B. Activation Memory (KV-Cache)

Stores transformer key-value caches as memory, enabling pre-computed context injection:

# src/memos/memories/activation/kv.py
class KVCacheMemory(BaseActMemory):
    def extract(self, text: str) -> KVCacheItem:
        kv_cache = self.llm.build_kv_cache(text)  # Forward pass to build cache
        return KVCacheItem(memory=kv_cache, metadata={...})

    def add(self, memories: list[KVCacheItem]) -> None: ...
    def get_all(self) -> list[KVCacheItem]: ...
  • Requires HuggingFace backend (local models only, not API-based LLMs)
  • Also supports vLLM-based KV cache (VLLMKVCacheMemory)
  • Used during chat: retrieved KV caches are passed as past_key_values to the LLM's generate() call
  • Stored as pickle files on disk

Use case: Pre-encode long documents or user profiles into KV caches, then inject them at inference time to reduce re-computation latency.

C. Parametric Memory (LoRA)

Placeholder for model weight-level memory via Low-Rank Adaptation:

# src/memos/memories/parametric/lora.py -- PLACEHOLDER
class LoRAMemory(BaseParaMemory):
    # Currently a stub - load/dump produce placeholder files
    # Intended for storing per-user or per-task LoRA adapters as memory

The parametric memory concept is described in the paper as encoding knowledge directly into model weights through fine-tuning, but the open-source implementation is not yet functional. This is the most ambitious memory type -- it envisions a "Mem-training Paradigm" where learning and inference are unified through continuous memory-driven parameter updates.
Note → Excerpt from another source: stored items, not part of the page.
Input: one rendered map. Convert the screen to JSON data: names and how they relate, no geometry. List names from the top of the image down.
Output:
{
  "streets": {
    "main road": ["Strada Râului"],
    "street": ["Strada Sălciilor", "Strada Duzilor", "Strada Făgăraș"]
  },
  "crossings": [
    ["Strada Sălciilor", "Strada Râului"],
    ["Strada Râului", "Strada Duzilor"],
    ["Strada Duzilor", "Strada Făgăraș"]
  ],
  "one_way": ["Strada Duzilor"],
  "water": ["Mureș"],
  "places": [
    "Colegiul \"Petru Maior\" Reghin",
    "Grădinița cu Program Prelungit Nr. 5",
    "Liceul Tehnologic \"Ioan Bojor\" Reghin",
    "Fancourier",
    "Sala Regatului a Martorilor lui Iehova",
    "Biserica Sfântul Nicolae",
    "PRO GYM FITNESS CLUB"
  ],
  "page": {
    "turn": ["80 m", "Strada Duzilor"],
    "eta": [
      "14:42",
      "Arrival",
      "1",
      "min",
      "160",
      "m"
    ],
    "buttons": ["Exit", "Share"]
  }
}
D. Preference Memory (Additional)

Beyond the three types from the paper, the implementation adds a fourth slot:

class PreferenceTextMemory:  # backend: "pref_text"
    # Stores explicit and implicit user preferences
    # Uses Milvus for vector storage + MinHash for deduplication
    # Extracts preferences from conversation patterns

4. Memory Lifecycle & Scheduling

MemScheduler

The async memory scheduling system built on Redis Streams:

User Message → ScheduleMessageItem → Redis Stream → Task Handlers → Memory Operations

Task types processed by the scheduler: - ADD_TASK -- Extract and store memories from new messages - QUERY_TASK -- Track search queries for analytics - ANSWER_TASK -- Track assistant responses - MEM_READ_TASK -- Document/URL ingestion into memory - PREF_ADD_TASK -- Preference extraction

Features: - Priority queues with quota-based scheduling - Auto-recovery for failed tasks - Queue isolation per user/cube - Working memory management with periodic promotion to long-term memory

Memory Feedback Loop

# src/memos/mem_feedback/feedback.py
class MemFeedback:
    # Natural language feedback → memory correction pipeline:
    # 1. Keyword extraction & replacement
    # 2. Judgment (should this feedback change memory?)
    # 3. Comparison with existing memories
    # 4. Operation execution (update/delete/supplement)
    # Supports both English and Chinese prompts

Memory Reorganization

TreeTextMemory includes a background MemoryManager that periodically: 1. Detects conflict/duplicate relations between memory nodes 2. Merges overlapping facts 3. Builds hierarchical topic → concept → fact trees 4. Archives superseded memory versions (full version history preserved)


5. Agent Integration

OpenClaw Cloud Plugin

Located at apps/MemOS-Cloud-OpenClaw-Plugin/. Two-phase lifecycle:

  1. Before each turn (recall): Sends semantic search to MemOS Cloud API → injects relevant memory fragments into agent context
  2. After each turn (capture): Extracts key information from conversation → persists as structured memory

Key features: - Multi-agent memory sharing via user_id + agent_id isolation - Conversation ID tracking with configurable prefix/suffix - Rate limiting with MIN_CAPTURE_INTERVAL - Claims 72% lower token usage vs loading full chat history

OpenClaw Local Plugin

Located at apps/memos-local-openclaw/. A full on-device memory system:

  • Storage: SQLite with FTS5 full-text search + in-process vector search
  • Recall engine (src/recall/engine.ts): Hybrid FTS + vector search → RRF fusion → MMR reranking → recency decay
  • Ingest pipeline (src/ingest/): LLM-based summarization with multiple providers (OpenAI, Anthropic, Gemini, Bedrock)
  • Skill memory (src/skill/): Reusable skills that self-evolve -- generator, evaluator, evolver, upgrader
  • Task summarization: Auto-summarizes completed tasks for future reference
  • Memory Viewer: Web dashboard for browsing/managing memories
  • Multi-agent: Memory isolation per agent with skill sharing across agents

MCP Server

# src/memos/api/mcp_serve.py
# FastMCP server exposing memory operations as MCP tools:
# - memory_add, memory_search, memory_delete, memory_feedback
# - Enables any MCP-compatible client to use MemOS as a memory backend

OpenWork Integration

Located at apps/openwork-memos-integration/. An Electron desktop app integrating MemOS with OpenCode (coding agent), providing memory-augmented task execution with a full GUI.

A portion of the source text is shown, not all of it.